# Exploratory Data Analysis
This lesson is going to walkthrough the diamonds dataset and illustrate some best practices for Exploratory Data Analysis (EDA). This notebook is based on the EDA chapter in the [R for Data Science](https://r4ds.had.co.nz/exploratory-data-analysis.html#questions) book by Hadley Wickham. I refer you to that chapter for full details - since that book only has examples in the R language, we've Pythonised them here for you.

## What is Exploratory Data Analysis?
Quote dumping from the chapter: 

```
(EDA is the process of using)... visualisation and transformation to explore your data in a systematic way ... EDA is an iterative cycle. You want to:

1. Generate questions about your data.

2. Search for answers by visualising, transforming, and modelling your data.

3, Use what you learn to refine your questions and/or generate new questions.

EDA is not a formal process with a strict set of rules. More than anything, EDA is a state of mind. During the initial phases of EDA you should feel free to investigate every idea that occurs to you. Some of these ideas will pan out, and some will be dead ends. As your exploration continues, you will home in on a few particularly productive areas that you’ll eventually write up and communicate to others.

EDA is an important part of any data analysis, even if the questions are handed to you on a platter, because you always need to investigate the quality of your data. Data cleaning is just one application of EDA: you ask questions about whether your data meets your expectations or not. To do data cleaning, you’ll need to deploy all the tools of EDA: visualisation, transformation, and modelling.

```


# Continuous vs Categorical Variables

A variable is **categorical** if it can only take one of a small set of values/ be members of a group. 
A categorical variable is **nominal** if there is no rank order between the set of values. E.g. Colours like Red, Blue, Green or Sex like Male and Female.
A categorical variance is **ordinal** if there exists a rank order between the set of values/ groups. E.g. Finishing places in a race like 1st, 2nd, 3rd or rating scale responses like Very Bad, Bad, OK, Good, Very Good.

A variable is **continuous** if it can take any of an infinite set of ordered values. E.g. Numerical values such as temperature or price. 
Note: this doesn't mean there aren't restrictions on the values. For instance, a price must be positive but among the positive numbers there is an infinite range it can take. There is an infinity of values between any 2 numbers!

# Generating Questions

The goal of EDA is to develop an understanding of the data. We do this by generating a large quantity of questions to ask about our data.
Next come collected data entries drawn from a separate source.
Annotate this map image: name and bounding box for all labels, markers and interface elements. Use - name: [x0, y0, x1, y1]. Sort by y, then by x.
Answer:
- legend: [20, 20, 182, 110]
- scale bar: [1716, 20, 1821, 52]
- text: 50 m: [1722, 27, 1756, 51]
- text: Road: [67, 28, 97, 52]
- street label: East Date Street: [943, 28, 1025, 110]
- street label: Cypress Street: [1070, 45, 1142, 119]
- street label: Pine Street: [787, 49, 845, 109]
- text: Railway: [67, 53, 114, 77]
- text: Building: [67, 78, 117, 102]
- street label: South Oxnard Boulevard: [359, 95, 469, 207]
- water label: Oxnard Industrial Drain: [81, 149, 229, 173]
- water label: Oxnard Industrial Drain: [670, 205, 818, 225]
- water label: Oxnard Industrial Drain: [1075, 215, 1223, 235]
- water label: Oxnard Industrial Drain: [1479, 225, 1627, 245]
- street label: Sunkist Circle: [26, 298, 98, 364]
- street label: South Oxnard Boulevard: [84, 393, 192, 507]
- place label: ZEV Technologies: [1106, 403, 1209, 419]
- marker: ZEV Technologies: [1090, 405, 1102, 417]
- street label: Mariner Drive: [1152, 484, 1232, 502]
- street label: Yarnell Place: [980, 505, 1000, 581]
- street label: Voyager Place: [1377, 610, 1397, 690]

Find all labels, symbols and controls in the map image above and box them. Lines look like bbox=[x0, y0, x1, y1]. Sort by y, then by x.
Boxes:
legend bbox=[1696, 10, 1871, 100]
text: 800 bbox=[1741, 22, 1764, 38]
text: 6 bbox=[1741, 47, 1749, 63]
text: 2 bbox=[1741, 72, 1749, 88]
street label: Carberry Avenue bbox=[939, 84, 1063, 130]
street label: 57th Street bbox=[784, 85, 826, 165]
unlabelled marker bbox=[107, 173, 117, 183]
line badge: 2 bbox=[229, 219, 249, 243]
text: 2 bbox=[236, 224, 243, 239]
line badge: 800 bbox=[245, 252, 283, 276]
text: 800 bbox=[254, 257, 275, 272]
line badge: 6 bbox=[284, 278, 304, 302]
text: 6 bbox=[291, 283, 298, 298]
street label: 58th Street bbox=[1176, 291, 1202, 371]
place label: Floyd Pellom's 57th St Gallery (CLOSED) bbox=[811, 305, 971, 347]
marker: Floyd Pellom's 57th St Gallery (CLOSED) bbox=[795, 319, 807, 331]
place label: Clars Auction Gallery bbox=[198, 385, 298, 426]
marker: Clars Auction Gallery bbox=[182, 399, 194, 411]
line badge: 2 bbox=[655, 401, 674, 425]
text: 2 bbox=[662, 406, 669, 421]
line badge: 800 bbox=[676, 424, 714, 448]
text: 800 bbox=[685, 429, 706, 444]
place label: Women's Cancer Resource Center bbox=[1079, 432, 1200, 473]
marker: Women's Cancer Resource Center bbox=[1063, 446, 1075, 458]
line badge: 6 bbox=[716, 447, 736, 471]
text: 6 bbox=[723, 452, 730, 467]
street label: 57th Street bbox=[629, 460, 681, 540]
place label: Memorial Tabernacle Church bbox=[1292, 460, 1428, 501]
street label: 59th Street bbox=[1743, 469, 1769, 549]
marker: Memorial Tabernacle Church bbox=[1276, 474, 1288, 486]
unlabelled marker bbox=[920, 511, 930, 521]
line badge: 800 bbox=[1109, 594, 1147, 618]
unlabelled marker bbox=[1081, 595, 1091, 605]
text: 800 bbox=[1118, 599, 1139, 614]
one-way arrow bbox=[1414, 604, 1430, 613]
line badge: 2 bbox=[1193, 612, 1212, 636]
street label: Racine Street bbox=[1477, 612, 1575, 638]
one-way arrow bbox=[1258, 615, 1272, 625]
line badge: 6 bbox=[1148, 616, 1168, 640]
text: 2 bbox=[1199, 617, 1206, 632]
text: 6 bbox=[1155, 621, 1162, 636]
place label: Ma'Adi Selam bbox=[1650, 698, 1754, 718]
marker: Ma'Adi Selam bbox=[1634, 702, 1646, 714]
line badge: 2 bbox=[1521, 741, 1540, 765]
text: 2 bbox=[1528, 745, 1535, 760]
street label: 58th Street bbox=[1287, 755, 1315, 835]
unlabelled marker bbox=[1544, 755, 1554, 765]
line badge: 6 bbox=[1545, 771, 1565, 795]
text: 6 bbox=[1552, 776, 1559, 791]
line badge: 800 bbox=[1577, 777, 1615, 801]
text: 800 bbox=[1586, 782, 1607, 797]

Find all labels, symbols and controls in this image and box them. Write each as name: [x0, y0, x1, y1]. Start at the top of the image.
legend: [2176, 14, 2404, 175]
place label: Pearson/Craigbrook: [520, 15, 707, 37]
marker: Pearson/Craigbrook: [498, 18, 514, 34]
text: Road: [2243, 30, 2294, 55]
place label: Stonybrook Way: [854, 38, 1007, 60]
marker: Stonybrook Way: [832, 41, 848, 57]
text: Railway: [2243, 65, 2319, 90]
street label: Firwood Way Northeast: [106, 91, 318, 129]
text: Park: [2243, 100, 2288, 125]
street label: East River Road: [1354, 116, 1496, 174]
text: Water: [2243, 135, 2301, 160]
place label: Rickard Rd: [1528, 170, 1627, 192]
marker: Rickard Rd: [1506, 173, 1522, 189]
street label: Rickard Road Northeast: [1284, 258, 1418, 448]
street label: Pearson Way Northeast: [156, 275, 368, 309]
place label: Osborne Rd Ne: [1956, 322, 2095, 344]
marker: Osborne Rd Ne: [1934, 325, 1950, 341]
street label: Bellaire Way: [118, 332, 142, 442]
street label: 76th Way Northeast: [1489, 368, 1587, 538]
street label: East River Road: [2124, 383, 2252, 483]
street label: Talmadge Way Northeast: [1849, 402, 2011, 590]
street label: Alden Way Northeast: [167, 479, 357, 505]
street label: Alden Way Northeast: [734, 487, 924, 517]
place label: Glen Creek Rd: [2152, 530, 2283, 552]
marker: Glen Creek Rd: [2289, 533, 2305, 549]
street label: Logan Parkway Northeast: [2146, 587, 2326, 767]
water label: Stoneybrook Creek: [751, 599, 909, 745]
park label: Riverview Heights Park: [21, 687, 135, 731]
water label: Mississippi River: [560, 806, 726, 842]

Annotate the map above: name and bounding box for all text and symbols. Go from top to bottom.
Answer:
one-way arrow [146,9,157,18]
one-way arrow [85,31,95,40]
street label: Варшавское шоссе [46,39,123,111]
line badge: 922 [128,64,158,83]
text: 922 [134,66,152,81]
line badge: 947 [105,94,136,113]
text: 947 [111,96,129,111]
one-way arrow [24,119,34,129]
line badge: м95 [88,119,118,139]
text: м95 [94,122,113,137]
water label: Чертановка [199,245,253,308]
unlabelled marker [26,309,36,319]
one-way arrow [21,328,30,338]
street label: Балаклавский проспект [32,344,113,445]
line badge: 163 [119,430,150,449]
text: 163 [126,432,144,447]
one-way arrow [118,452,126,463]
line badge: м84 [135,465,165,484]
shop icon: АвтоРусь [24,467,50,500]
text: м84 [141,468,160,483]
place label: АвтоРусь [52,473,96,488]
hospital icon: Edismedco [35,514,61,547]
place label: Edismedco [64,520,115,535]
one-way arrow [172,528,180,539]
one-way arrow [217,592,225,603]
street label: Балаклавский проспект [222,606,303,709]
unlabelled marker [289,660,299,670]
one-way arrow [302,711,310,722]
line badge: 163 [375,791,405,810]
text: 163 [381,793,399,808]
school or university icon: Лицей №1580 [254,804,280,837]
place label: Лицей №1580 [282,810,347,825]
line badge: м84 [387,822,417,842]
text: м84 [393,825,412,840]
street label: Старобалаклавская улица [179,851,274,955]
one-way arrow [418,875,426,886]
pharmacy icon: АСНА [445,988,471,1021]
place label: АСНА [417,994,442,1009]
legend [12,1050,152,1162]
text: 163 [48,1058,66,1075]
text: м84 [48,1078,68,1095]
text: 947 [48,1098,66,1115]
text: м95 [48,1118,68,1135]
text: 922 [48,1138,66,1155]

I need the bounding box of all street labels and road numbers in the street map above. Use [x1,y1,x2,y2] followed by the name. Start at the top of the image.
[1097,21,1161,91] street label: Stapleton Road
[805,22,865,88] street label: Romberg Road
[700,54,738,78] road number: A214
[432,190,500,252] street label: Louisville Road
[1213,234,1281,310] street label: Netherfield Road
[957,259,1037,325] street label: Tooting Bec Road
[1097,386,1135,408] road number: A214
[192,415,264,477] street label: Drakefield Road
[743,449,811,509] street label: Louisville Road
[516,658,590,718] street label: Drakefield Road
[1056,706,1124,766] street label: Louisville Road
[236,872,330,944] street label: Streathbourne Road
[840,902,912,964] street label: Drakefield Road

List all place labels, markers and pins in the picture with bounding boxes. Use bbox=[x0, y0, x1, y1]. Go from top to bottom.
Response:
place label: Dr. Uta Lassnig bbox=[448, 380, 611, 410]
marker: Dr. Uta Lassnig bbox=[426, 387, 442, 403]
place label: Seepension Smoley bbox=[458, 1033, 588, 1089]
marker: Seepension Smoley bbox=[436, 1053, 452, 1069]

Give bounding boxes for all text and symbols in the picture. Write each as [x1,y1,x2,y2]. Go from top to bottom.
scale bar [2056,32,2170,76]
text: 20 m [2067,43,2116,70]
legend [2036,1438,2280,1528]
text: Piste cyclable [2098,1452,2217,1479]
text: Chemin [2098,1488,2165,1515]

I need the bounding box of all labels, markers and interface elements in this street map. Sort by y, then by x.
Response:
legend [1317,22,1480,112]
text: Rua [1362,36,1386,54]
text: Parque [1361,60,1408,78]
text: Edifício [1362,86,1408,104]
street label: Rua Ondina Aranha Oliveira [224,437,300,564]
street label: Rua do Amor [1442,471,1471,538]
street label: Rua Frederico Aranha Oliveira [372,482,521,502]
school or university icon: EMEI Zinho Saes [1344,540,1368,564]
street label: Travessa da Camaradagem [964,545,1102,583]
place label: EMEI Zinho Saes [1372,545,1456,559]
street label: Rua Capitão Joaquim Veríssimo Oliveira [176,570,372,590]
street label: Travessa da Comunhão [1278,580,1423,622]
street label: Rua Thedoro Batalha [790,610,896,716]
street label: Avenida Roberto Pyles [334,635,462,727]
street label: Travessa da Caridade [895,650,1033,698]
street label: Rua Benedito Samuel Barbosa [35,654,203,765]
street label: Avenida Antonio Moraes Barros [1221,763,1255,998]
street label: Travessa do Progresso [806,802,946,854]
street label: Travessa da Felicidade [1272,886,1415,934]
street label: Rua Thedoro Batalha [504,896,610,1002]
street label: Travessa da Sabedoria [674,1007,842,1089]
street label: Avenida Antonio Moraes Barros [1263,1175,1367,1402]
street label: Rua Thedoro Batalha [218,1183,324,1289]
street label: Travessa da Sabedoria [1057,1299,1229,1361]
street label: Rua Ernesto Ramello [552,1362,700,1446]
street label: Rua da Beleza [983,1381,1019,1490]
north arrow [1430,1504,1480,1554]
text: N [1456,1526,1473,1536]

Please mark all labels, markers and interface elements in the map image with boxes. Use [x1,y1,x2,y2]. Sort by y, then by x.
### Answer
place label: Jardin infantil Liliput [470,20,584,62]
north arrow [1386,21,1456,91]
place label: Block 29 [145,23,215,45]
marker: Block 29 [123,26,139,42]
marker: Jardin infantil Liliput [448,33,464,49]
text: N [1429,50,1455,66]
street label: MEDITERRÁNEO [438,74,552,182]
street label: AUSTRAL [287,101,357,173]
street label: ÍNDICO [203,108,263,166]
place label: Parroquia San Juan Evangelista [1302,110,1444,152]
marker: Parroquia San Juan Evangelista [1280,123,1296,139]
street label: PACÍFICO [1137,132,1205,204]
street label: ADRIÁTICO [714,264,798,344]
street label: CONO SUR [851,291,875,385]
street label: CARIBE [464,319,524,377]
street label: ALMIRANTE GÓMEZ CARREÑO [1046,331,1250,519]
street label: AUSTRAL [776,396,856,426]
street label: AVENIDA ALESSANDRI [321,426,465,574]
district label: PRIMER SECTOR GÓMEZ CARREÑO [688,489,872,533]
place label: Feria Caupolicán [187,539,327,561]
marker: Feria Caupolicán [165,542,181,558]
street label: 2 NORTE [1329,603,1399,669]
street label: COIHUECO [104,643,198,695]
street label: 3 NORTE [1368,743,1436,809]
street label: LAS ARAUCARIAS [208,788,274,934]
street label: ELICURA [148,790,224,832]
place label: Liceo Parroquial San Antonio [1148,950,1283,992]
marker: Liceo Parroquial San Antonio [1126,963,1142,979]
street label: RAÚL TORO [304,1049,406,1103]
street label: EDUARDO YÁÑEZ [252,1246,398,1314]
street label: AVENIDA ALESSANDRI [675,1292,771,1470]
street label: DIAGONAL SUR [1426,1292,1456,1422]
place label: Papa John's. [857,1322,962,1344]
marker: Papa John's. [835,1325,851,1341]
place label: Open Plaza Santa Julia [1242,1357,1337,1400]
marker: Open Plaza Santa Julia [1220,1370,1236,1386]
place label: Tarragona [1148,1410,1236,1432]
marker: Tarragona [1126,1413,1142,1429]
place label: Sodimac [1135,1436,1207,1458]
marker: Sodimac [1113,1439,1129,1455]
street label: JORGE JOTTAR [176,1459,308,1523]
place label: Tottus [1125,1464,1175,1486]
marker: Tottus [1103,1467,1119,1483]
As we answer our questions, new questions will arise which will be more particular and relevant to our dataset. As Hadley Wickham says:

```
There is no rule about which questions you should ask to guide your research. However, two types of questions will always be useful for making discoveries within your data. You can loosely word these questions as:

What type of variation occurs within my variables?

What type of covariation occurs between my variables?
```

# Variation
Variation is the tendency of the values of a variable to change from measurement to measurement.
Every variable has its own pattern of variation, which can reveal interesting information. The best way to understand that pattern is to visualise the distribution of the variable’s values.

In [None]:
import seaborn as sns
import pandas as pd
import numpy as np 
import matplotlib.pyplot as plt


plt.style.use('classic')
%matplotlib inline
sns.set()

In [None]:
# Read in Diamonds Data
diamonds = pd.read_csv("../data/diamonds.csv")
diamonds.head()

# About the Diamonds Dataset
This dataset contains information about 53,940 round-cut diamonds. How do we know? Each row of data represents a different diamond and there are 53,940 rows of data.

There are 10 variables measuring various pieces of information about the diamonds.

There are 3 categorical variables: cut, color, & clarity. For example, there are 5 categories of diamond cuts with “Fair” being the lowest grade of cut to ideal being the highest grade.

There are 6 variables that are of numeric/ continuous structure: carat, depth, table, x, y, z

There is 1 variable that has an integer/ categorical structure: price

1. price:	price in US dollars	`$326-$18,823`
2. carat:	weight of the diamond	`0.2-5.01`
3. cut:	quality of the cut	`Fair, Good, Very Good, Premium, Ideal`
4. color:	diamond color	`J (worst) to D (best)`
5. clarity:	measurement of how clear the diamond is	`I1 (worst), SI2, SI1, VS2, VS1, VVS2, VVS1, IF (best)`
6. x:	length in mm	`0-10.74`
7. y:	width in mm	`0-58.9`
8. z:	depth in mm	`0-31.8`
9. depth:	total depth percentage	`43-79`
10. table:	width of top of diamond relative to widest point	`43-95`


In [None]:
# Let's compute how many diamonds we have for each cut quality. For this, we can use the size method.
diamonds_count = diamonds.groupby(by = ['cut'], as_index=False).size()
diamonds_count = diamonds_count.rename(columns = {'size':'count'})
diamonds_count

In [None]:
# For categorical variables, barplots can be a good way to get a sense of the data
sns.barplot(x = 'cut', y = 'count', data= diamonds_count, order = ['Fair', 'Good', 'Very Good', 'Premium', 'Ideal'])

In [None]:
# Generate a historgram for carat types for diamonds
sns.displot(diamonds['carat'], binwidth = 0.5)

In [None]:
# Our plot looks streched because there are some diamonds with very high carats (outliers)
diamonds['carat'].describe()

In [None]:
# Let's select diamonds with carat less than 3 (most of the data falls within that) and view the distribution
smaller = diamonds[diamonds.carat < 3]

sns.displot(smaller['carat'], binwidth = 0.1 )

In [None]:
# Look at carat Histogram by diamond cut quality
for key, value in enumerate(['Fair', 'Good', 'Very Good', 'Premium', 'Ideal']):
    smaller_cut = smaller[smaller.cut == value]
    sns.displot(smaller_cut['carat'], binwidth = 0.1)
    plt.title(value + ' Cut Histogram')

# Typical Values

General Questions
1. Which values are the most common? Why?

2. Which values are rare? Why? Does that match your expectations?

3. Can you see any unusual patterns? What might explain them?

In [None]:
# Let's look at the histogram below for example
sns.displot(smaller['carat'], binwidth = 0.01)

We can ask questions like:

1. Why are there more diamonds at whole carats and common fractions of carats?

2. Why are there more diamonds slightly to the right of each peak than there are slightly to the left of each peak?

3. Why are there no diamonds bigger than 3 carats?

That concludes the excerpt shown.